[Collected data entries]

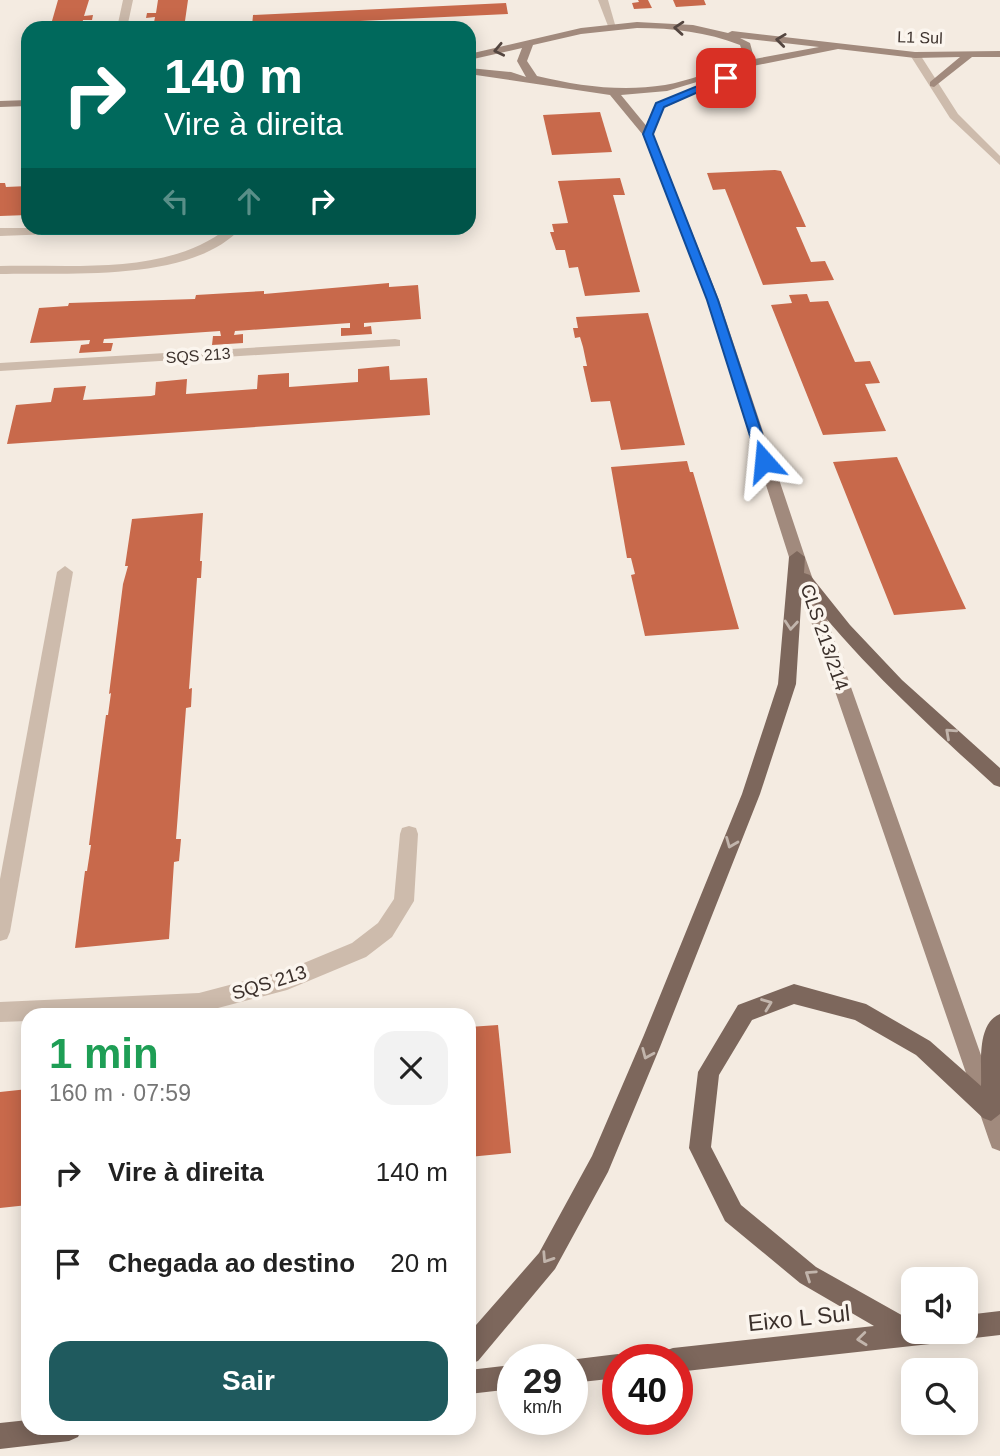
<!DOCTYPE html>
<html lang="pt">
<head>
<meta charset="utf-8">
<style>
	:root { --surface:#fff; --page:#f2f2f2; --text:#222; --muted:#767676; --accent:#1f5a5e }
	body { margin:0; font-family:Helvetica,sans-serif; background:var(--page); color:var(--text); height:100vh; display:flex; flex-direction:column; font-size:26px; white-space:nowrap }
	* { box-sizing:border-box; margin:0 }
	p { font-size:23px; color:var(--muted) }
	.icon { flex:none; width:38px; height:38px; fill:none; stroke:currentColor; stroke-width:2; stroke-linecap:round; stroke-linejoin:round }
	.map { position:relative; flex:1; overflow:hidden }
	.panel { position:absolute; left:21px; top:1008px; width:455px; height:427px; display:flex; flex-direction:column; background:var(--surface); border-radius:21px; box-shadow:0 4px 18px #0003 }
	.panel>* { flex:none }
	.top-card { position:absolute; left:21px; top:21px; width:455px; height:214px; border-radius:21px; box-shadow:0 4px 18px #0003; background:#00695c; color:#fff; overflow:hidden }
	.buttons { position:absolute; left:901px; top:1267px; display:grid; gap:14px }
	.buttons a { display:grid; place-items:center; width:77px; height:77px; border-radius:14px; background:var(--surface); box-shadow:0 4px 18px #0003; font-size:35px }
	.speed { position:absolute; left:497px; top:1344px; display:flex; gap:14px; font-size:35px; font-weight:700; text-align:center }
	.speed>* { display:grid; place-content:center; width:91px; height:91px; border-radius:50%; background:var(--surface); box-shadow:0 4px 18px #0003; line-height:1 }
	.speed small { font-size:18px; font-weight:400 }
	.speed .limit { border:10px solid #d22; background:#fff; color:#111 }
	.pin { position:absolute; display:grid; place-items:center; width:60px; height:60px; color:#fff; margin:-30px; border-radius:14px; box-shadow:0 4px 10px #0006 }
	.me { position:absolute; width:77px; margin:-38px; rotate:342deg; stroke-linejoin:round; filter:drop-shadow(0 0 5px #0008) }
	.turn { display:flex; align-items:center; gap:24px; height:147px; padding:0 28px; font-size:32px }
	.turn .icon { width:91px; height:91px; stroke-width:2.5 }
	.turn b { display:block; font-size:49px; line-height:60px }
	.lanes { display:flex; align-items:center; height:66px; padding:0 28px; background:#0003; justify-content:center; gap:35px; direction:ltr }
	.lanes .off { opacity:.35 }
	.round { display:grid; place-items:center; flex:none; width:74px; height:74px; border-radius:21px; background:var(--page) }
	.headline { display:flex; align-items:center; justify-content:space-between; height:119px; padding:0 28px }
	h1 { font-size:42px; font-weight:700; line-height:52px; color:#1e9e55 }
	.primary-button { display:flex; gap:14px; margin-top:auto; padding:14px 28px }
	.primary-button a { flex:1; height:80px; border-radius:21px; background:var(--accent); color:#fff; font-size:28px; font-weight:700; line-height:80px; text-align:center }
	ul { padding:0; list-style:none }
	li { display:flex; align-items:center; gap:21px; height:91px; padding:0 28px }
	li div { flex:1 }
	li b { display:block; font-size:26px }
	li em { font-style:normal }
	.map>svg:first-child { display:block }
	.building { fill:#c8694b }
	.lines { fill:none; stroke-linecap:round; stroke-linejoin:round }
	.street { fill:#cdbbac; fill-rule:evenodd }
	.secondary { fill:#a18a7d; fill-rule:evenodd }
	.primary { fill:#7d675c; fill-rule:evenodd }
	.oneway { stroke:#544640 }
	.oneway2 { stroke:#c2b5ac }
	.route { fill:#1a73e8; stroke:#114b97; stroke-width:2 }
	.labels { text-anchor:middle; stroke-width:7; stroke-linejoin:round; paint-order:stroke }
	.far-street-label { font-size:16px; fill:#3b302b; stroke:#fbf5ee }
	.street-label { font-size:19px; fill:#3b302b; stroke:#fbf5ee }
	.near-street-label { font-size:23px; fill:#3b302b; stroke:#fbf5ee }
</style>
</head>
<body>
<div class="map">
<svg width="1000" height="1456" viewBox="0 0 1000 1456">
	<rect width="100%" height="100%" fill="#f4ebe1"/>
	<!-- building -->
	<g class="building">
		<path d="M58,0H89L84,16L93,15L92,20H83L81,28H50Z"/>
		<path d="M158,0H188L184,28H153L155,17L146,18L147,13H156Z"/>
		<path d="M638,0H648L652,8L634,9L632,3L639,2Z"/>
		<path d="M673,0H704L706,5L676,7Z"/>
		<path d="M506,3L508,14L252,26L253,15Z"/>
		<path d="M600,112L612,152L552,155L543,115Z"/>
		<path d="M775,170L781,171L806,227H796L811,262L825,261L834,280L763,285L725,189L713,190L707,173Z"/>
		<path d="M620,178L625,195H613L640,292L585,296L578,267L569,268L565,250H556L550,232H554L552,224L568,223L558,181Z"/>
		<path d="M0,183H5L6,187L28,186V215L0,216Z"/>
		<path d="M389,283V287L418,285L421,319L364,323V327L371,326L372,334L341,336V328H350V323L235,331L234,335L243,334V343L212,345L213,336H221L220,331L104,339L103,343H113L111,351L79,353L81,345L89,344L90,340L30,343L39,308L68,306L69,303L195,299L196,295L264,291V294Z"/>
		<path d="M807,294L810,302L828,301L855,362L870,361L880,383L865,384L886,431L823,435L771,305L792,303L789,295Z"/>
		<path d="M648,313L685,445L621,450L610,401L591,402L583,366H587L583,347L580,337L575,338L573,328H578L576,317Z"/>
		<path d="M389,366L390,380L427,378L430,415L7,444L16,405L51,402L54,388L86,386L83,400L151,396L155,395L156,382L187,379L186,394L257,389L258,375L289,373V387L358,382V369Z"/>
		<path d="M897,457L953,581L966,609L894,615L833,462Z"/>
		<path d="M687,461L690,472H693L739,629L645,636L631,575L635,574L631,558H627L611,467Z"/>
		<path d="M203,513L200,561H202L201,578H197L189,689L192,688L191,707L186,708L176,839H181L179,861L174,862L169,939L75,948L85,871H87L91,845H89L106,715H108L111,693L109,694L123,584L128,566H125L132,519Z"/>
		<path d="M498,1025L511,1153L469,1157V1027Z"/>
		<path d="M28,1089V1205L0,1208V1092Z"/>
	</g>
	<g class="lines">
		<!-- street -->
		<g class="street">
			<path d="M123,0H133L127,28H117Z"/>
			<path d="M598,0H608L616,28L608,26Z"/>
			<path d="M911,53H919L958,114L1000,156V165L950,118L910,55Z"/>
			<path d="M0,228H84L85,229L79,233L0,236Z"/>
			<path d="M228,228H241C191,283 69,272 0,274V266C75,264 166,276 228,228Z"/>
			<path d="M395,339L400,340V346L0,371V363Z"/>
			<path d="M65,566L73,572L10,932L7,939L0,941V879L57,572Z"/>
			<path d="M409,826L416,828L418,834L414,901L392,937L366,957L287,990L199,1013L28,1015V1021L0,1022V1002L199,993L287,970L352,943L378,923L394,899L400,834L402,828Z"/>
		</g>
		<!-- secondary -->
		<g class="secondary">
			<path d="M637,22L693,25L728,33L732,31L915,52L1000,51V57H972L934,87L930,86V82L960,57L915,58L838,49L743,68L667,91L621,95L653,134L719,300L805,557L1000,1109V1151L992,1148L989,1140L789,557L707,300L643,135L610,95L469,74V68L511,72L526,77L517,61L522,48L469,60V54L581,28ZM637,28C674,28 706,32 740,45L743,54L737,63C714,70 689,81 665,85C621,92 579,86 537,76L527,61L533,45L581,34ZM740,38L819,47L749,60L753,54L750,43Z"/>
			<path d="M698,86L707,88L664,108L655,106Z"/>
			<path d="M28,100V106L0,107V101Z"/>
		</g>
		<!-- primary -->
		<g class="primary">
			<path d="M797,551L805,557L804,573L810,575L850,625L902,680L1000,768V787L994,785C925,722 860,663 802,589L796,684L760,794L660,1047L608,1172L555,1269L478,1361L469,1364V1333L539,1253L592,1156L644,1035L742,794L778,684L789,557Z"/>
			<path d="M794,984L866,1004L930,1041L981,1086C982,1064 976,1024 1000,1014V1114L991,1121L983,1118L916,1055L855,1020L794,1004L752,1020L719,1075L711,1147L741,1205L816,1267L914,1322V1332H942L939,1341L930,1344L677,1372V1360H661L664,1351L673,1348L874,1326L800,1283L725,1221L689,1148L698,1072L738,1005Z"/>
			<path d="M1000,1311V1335L966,1339L957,1336L956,1332H966V1315Z"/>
			<path d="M618,1354L628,1360H618V1378L572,1383V1360H569Z"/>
			<path d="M513,1365V1389L469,1394V1370Z"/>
			<path d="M28,1420V1428H82L78,1437L69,1441L0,1449V1423Z"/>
		</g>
	</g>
	<!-- one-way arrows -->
	<defs><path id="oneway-chevron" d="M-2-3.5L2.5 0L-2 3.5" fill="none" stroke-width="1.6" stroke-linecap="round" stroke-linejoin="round" transform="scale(1.75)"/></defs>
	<g class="oneway">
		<use href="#oneway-chevron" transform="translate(679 28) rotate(-176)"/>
		<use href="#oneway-chevron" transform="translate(781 40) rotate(-173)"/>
		<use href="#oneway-chevron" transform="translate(499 50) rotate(168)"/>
	</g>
	<g class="oneway2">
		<use href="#oneway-chevron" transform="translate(791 625) rotate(95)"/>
		<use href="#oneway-chevron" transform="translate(950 733) rotate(-138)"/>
		<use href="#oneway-chevron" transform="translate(731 843) rotate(112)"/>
		<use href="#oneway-chevron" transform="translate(767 1004) rotate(-21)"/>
		<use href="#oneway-chevron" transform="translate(647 1054) rotate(113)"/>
		<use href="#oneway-chevron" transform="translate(547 1258) rotate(123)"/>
		<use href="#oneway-chevron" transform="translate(810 1275) rotate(-146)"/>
		<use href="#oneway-chevron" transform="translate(862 1339) rotate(174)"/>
	</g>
	<!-- route -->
	<path class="route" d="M722,76L730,78L664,107L653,134L718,300L771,461L764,465L758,461L707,300L643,134L656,103Z"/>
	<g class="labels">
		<!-- far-street labels -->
		<g class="far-street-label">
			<text transform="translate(920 37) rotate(2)" y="6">L1 Sul</text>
			<text transform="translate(198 355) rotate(-4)" y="6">SQS 213</text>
		</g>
		<!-- street labels -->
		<g class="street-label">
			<text transform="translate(825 637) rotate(71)" y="7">CLS 213/214</text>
			<text transform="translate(269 982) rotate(-17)" y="7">SQS 213</text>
		</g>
		<!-- near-street labels -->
		<g class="near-street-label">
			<text transform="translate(799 1318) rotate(-6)" y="8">Eixo L Sul</text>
		</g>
	</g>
</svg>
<div class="buttons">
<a><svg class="icon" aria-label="sound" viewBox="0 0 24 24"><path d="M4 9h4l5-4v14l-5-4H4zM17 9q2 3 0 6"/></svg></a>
<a><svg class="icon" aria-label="search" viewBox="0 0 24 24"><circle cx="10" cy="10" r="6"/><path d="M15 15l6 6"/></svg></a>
</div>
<div class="speed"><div>29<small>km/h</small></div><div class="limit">40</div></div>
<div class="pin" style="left:726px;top:78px;background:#d93025"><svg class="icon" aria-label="arrive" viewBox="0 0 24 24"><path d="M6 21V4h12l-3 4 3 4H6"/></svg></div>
<svg class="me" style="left:764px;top:461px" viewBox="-20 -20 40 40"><path d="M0-17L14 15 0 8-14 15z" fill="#1a73e8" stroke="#fff" stroke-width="4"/></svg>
<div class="top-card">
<div class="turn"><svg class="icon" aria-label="right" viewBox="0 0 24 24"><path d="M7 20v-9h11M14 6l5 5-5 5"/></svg><div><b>140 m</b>Vire à direita</div></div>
<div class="lanes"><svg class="icon off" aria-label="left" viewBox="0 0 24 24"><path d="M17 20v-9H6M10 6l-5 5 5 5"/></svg><svg class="icon off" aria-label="ahead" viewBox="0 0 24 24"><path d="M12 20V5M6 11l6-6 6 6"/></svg><svg class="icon" aria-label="right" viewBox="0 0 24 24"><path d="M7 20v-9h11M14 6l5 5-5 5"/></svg></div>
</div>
<section class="panel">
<div class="headline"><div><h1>1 min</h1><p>160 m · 07:59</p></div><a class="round"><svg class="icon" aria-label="close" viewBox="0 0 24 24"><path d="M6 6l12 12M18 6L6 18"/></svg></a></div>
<ul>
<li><svg class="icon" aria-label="right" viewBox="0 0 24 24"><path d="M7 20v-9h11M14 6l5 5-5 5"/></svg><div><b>Vire à direita</b></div><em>140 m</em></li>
<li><svg class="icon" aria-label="arrive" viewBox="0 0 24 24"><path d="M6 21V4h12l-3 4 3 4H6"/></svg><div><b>Chegada ao destino</b></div><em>20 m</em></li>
</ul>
<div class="primary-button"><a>Sair</a></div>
</section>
</div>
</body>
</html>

Exercise goal: Copy the lines above exactly. Start with the line containing "display:grid; place-content:center; width:91px;", end with the line containing "text-anchor:middle; stroke-width:7; stroke-linejoin:round;", and include both.

Answer to the exercise:
	.speed>* { display:grid; place-content:center; width:91px; height:91px; border-radius:50%; background:var(--surface); box-shadow:0 4px 18px #0003; line-height:1 }
	.speed small { font-size:18px; font-weight:400 }
	.speed .limit { border:10px solid #d22; background:#fff; color:#111 }
	.pin { position:absolute; display:grid; place-items:center; width:60px; height:60px; color:#fff; margin:-30px; border-radius:14px; box-shadow:0 4px 10px #0006 }
	.me { position:absolute; width:77px; margin:-38px; rotate:342deg; stroke-linejoin:round; filter:drop-shadow(0 0 5px #0008) }
	.turn { display:flex; align-items:center; gap:24px; height:147px; padding:0 28px; font-size:32px }
	.turn .icon { width:91px; height:91px; stroke-width:2.5 }
	.turn b { display:block; font-size:49px; line-height:60px }
	.lanes { display:flex; align-items:center; height:66px; padding:0 28px; background:#0003; justify-content:center; gap:35px; direction:ltr }
	.lanes .off { opacity:.35 }
	.round { display:grid; place-items:center; flex:none; width:74px; height:74px; border-radius:21px; background:var(--page) }
	.headline { display:flex; align-items:center; justify-content:space-between; height:119px; padding:0 28px }
	h1 { font-size:42px; font-weight:700; line-height:52px; color:#1e9e55 }
	.primary-button { display:flex; gap:14px; margin-top:auto; padding:14px 28px }
	.primary-button a { flex:1; height:80px; border-radius:21px; background:var(--accent); color:#fff; font-size:28px; font-weight:700; line-height:80px; text-align:center }
	ul { padding:0; list-style:none }
	li { display:flex; align-items:center; gap:21px; height:91px; padding:0 28px }
	li div { flex:1 }
	li b { display:block; font-size:26px }
	li em { font-style:normal }
	.map>svg:first-child { display:block }
	.building { fill:#c8694b }
	.lines { fill:none; stroke-linecap:round; stroke-linejoin:round }
	.street { fill:#cdbbac; fill-rule:evenodd }
	.secondary { fill:#a18a7d; fill-rule:evenodd }
	.primary { fill:#7d675c; fill-rule:evenodd }
	.oneway { stroke:#544640 }
	.oneway2 { stroke:#c2b5ac }
	.route { fill:#1a73e8; stroke:#114b97; stroke-width:2 }
	.labels { text-anchor:middle; stroke-width:7; stroke-linejoin:round; paint-order:stroke }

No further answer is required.